● **Problem**
Your output should contain every record, unchanged.
[Start of Attachment]
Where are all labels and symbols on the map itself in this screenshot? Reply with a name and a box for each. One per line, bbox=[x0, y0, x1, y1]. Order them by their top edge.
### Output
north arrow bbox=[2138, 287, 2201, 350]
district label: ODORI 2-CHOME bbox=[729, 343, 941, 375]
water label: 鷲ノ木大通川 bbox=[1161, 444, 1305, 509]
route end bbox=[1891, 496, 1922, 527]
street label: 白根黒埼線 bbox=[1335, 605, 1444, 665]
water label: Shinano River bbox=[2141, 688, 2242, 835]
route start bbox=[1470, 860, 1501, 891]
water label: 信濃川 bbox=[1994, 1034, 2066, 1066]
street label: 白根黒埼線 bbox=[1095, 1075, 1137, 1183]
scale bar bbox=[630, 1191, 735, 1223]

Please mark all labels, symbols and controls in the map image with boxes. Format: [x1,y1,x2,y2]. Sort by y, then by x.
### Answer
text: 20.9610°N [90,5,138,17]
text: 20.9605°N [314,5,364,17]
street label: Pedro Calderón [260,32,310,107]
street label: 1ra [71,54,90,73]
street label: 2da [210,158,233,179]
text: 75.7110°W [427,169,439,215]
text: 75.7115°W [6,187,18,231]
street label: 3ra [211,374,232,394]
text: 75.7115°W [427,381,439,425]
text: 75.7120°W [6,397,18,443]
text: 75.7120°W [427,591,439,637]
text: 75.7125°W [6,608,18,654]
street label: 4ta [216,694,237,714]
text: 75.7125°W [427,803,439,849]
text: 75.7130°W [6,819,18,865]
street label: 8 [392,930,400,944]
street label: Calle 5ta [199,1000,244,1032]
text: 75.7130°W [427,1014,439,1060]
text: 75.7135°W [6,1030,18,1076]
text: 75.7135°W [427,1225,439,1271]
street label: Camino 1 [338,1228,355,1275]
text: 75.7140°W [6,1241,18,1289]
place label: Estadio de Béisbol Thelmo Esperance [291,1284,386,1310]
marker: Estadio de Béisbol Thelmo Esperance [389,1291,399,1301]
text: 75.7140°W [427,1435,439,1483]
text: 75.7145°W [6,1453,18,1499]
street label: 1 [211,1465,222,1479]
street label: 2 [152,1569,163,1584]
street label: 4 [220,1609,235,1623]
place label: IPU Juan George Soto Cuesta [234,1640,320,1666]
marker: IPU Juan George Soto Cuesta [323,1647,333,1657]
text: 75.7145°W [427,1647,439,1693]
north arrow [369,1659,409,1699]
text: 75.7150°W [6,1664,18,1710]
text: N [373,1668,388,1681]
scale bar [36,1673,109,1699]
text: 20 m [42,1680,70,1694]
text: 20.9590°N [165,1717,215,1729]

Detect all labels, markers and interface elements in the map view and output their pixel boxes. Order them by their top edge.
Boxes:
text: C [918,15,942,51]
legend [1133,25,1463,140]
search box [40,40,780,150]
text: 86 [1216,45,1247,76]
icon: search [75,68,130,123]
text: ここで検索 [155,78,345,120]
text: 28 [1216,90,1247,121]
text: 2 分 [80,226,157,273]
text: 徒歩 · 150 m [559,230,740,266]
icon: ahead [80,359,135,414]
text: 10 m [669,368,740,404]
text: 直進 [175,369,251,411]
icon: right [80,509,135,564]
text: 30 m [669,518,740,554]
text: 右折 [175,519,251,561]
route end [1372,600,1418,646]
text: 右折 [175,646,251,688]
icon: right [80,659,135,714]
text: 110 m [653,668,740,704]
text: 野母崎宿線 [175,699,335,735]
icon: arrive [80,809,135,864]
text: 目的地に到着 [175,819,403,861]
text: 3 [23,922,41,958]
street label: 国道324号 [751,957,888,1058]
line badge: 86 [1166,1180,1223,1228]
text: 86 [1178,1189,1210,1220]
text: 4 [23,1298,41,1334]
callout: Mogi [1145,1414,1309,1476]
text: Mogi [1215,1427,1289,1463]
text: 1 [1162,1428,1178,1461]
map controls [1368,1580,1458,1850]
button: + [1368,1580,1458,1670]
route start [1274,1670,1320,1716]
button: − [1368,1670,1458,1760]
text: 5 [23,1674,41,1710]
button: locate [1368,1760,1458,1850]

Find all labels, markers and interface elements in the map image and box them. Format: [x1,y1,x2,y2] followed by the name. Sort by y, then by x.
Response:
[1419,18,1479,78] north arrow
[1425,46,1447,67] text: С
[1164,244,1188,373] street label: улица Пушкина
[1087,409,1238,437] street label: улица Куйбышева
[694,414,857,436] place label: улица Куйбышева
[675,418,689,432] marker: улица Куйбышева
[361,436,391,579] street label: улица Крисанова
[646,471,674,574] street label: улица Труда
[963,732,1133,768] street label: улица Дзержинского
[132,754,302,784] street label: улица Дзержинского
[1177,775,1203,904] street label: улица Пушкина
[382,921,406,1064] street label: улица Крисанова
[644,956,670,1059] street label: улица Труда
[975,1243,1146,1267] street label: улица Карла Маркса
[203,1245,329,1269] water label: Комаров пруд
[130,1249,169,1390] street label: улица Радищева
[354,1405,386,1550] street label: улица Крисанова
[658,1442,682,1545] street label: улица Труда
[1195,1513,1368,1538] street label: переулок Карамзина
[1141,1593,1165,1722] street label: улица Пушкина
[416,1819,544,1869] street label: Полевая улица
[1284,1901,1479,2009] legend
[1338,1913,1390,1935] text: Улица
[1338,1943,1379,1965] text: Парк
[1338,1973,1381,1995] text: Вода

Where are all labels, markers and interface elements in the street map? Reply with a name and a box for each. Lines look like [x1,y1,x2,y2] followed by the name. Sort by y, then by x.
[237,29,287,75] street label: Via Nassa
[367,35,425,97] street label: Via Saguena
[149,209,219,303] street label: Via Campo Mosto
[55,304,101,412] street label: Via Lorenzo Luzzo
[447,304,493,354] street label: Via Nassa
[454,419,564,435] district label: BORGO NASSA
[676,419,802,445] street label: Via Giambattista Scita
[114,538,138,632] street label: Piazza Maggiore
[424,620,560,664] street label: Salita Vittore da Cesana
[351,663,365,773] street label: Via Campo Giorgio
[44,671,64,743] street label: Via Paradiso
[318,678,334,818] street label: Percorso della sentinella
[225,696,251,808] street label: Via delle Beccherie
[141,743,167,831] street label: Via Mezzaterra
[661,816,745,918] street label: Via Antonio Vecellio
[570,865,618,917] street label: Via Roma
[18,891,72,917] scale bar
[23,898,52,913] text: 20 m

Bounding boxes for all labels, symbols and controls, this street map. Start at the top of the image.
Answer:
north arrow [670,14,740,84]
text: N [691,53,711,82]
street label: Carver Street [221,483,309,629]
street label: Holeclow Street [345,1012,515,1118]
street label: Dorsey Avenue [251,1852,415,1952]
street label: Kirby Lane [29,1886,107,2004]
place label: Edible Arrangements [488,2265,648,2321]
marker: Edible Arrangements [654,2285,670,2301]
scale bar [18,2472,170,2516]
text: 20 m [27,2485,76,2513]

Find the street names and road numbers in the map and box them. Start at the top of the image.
[End of Attachment]
● **Answer to this task**
Where are all labels and symbols on the map itself in this screenshot? Reply with a name and a box for each. One per line, bbox=[x0, y0, x1, y1]. Order them by their top edge.
### Output
north arrow bbox=[2138, 287, 2201, 350]
district label: ODORI 2-CHOME bbox=[729, 343, 941, 375]
water label: 鷲ノ木大通川 bbox=[1161, 444, 1305, 509]
route end bbox=[1891, 496, 1922, 527]
street label: 白根黒埼線 bbox=[1335, 605, 1444, 665]
water label: Shinano River bbox=[2141, 688, 2242, 835]
route start bbox=[1470, 860, 1501, 891]
water label: 信濃川 bbox=[1994, 1034, 2066, 1066]
street label: 白根黒埼線 bbox=[1095, 1075, 1137, 1183]
scale bar bbox=[630, 1191, 735, 1223]

Please mark all labels, symbols and controls in the map image with boxes. Format: [x1,y1,x2,y2]. Sort by y, then by x.
### Answer
text: 20.9610°N [90,5,138,17]
text: 20.9605°N [314,5,364,17]
street label: Pedro Calderón [260,32,310,107]
street label: 1ra [71,54,90,73]
street label: 2da [210,158,233,179]
text: 75.7110°W [427,169,439,215]
text: 75.7115°W [6,187,18,231]
street label: 3ra [211,374,232,394]
text: 75.7115°W [427,381,439,425]
text: 75.7120°W [6,397,18,443]
text: 75.7120°W [427,591,439,637]
text: 75.7125°W [6,608,18,654]
street label: 4ta [216,694,237,714]
text: 75.7125°W [427,803,439,849]
text: 75.7130°W [6,819,18,865]
street label: 8 [392,930,400,944]
street label: Calle 5ta [199,1000,244,1032]
text: 75.7130°W [427,1014,439,1060]
text: 75.7135°W [6,1030,18,1076]
text: 75.7135°W [427,1225,439,1271]
street label: Camino 1 [338,1228,355,1275]
text: 75.7140°W [6,1241,18,1289]
place label: Estadio de Béisbol Thelmo Esperance [291,1284,386,1310]
marker: Estadio de Béisbol Thelmo Esperance [389,1291,399,1301]
text: 75.7140°W [427,1435,439,1483]
text: 75.7145°W [6,1453,18,1499]
street label: 1 [211,1465,222,1479]
street label: 2 [152,1569,163,1584]
street label: 4 [220,1609,235,1623]
place label: IPU Juan George Soto Cuesta [234,1640,320,1666]
marker: IPU Juan George Soto Cuesta [323,1647,333,1657]
text: 75.7145°W [427,1647,439,1693]
north arrow [369,1659,409,1699]
text: 75.7150°W [6,1664,18,1710]
text: N [373,1668,388,1681]
scale bar [36,1673,109,1699]
text: 20 m [42,1680,70,1694]
text: 20.9590°N [165,1717,215,1729]

Detect all labels, markers and interface elements in the map view and output their pixel boxes. Order them by their top edge.
Boxes:
text: C [918,15,942,51]
legend [1133,25,1463,140]
search box [40,40,780,150]
text: 86 [1216,45,1247,76]
icon: search [75,68,130,123]
text: ここで検索 [155,78,345,120]
text: 28 [1216,90,1247,121]
text: 2 分 [80,226,157,273]
text: 徒歩 · 150 m [559,230,740,266]
icon: ahead [80,359,135,414]
text: 10 m [669,368,740,404]
text: 直進 [175,369,251,411]
icon: right [80,509,135,564]
text: 30 m [669,518,740,554]
text: 右折 [175,519,251,561]
route end [1372,600,1418,646]
text: 右折 [175,646,251,688]
icon: right [80,659,135,714]
text: 110 m [653,668,740,704]
text: 野母崎宿線 [175,699,335,735]
icon: arrive [80,809,135,864]
text: 目的地に到着 [175,819,403,861]
text: 3 [23,922,41,958]
street label: 国道324号 [751,957,888,1058]
line badge: 86 [1166,1180,1223,1228]
text: 86 [1178,1189,1210,1220]
text: 4 [23,1298,41,1334]
callout: Mogi [1145,1414,1309,1476]
text: Mogi [1215,1427,1289,1463]
text: 1 [1162,1428,1178,1461]
map controls [1368,1580,1458,1850]
button: + [1368,1580,1458,1670]
route start [1274,1670,1320,1716]
button: − [1368,1670,1458,1760]
text: 5 [23,1674,41,1710]
button: locate [1368,1760,1458,1850]

Find all labels, markers and interface elements in the map image and box them. Format: [x1,y1,x2,y2] followed by the name. Sort by y, then by x.
Response:
[1419,18,1479,78] north arrow
[1425,46,1447,67] text: С
[1164,244,1188,373] street label: улица Пушкина
[1087,409,1238,437] street label: улица Куйбышева
[694,414,857,436] place label: улица Куйбышева
[675,418,689,432] marker: улица Куйбышева
[361,436,391,579] street label: улица Крисанова
[646,471,674,574] street label: улица Труда
[963,732,1133,768] street label: улица Дзержинского
[132,754,302,784] street label: улица Дзержинского
[1177,775,1203,904] street label: улица Пушкина
[382,921,406,1064] street label: улица Крисанова
[644,956,670,1059] street label: улица Труда
[975,1243,1146,1267] street label: улица Карла Маркса
[203,1245,329,1269] water label: Комаров пруд
[130,1249,169,1390] street label: улица Радищева
[354,1405,386,1550] street label: улица Крисанова
[658,1442,682,1545] street label: улица Труда
[1195,1513,1368,1538] street label: переулок Карамзина
[1141,1593,1165,1722] street label: улица Пушкина
[416,1819,544,1869] street label: Полевая улица
[1284,1901,1479,2009] legend
[1338,1913,1390,1935] text: Улица
[1338,1943,1379,1965] text: Парк
[1338,1973,1381,1995] text: Вода

Where are all labels, markers and interface elements in the street map? Reply with a name and a box for each. Lines look like [x1,y1,x2,y2] followed by the name. Sort by y, then by x.
[237,29,287,75] street label: Via Nassa
[367,35,425,97] street label: Via Saguena
[149,209,219,303] street label: Via Campo Mosto
[55,304,101,412] street label: Via Lorenzo Luzzo
[447,304,493,354] street label: Via Nassa
[454,419,564,435] district label: BORGO NASSA
[676,419,802,445] street label: Via Giambattista Scita
[114,538,138,632] street label: Piazza Maggiore
[424,620,560,664] street label: Salita Vittore da Cesana
[351,663,365,773] street label: Via Campo Giorgio
[44,671,64,743] street label: Via Paradiso
[318,678,334,818] street label: Percorso della sentinella
[225,696,251,808] street label: Via delle Beccherie
[141,743,167,831] street label: Via Mezzaterra
[661,816,745,918] street label: Via Antonio Vecellio
[570,865,618,917] street label: Via Roma
[18,891,72,917] scale bar
[23,898,52,913] text: 20 m

Bounding boxes for all labels, symbols and controls, this street map. Start at the top of the image.
Answer:
north arrow [670,14,740,84]
text: N [691,53,711,82]
street label: Carver Street [221,483,309,629]
street label: Holeclow Street [345,1012,515,1118]
street label: Dorsey Avenue [251,1852,415,1952]
street label: Kirby Lane [29,1886,107,2004]
place label: Edible Arrangements [488,2265,648,2321]
marker: Edible Arrangements [654,2285,670,2301]
scale bar [18,2472,170,2516]
text: 20 m [27,2485,76,2513]

Find the street names and road numbers in the map and box them. Start at the top of the image.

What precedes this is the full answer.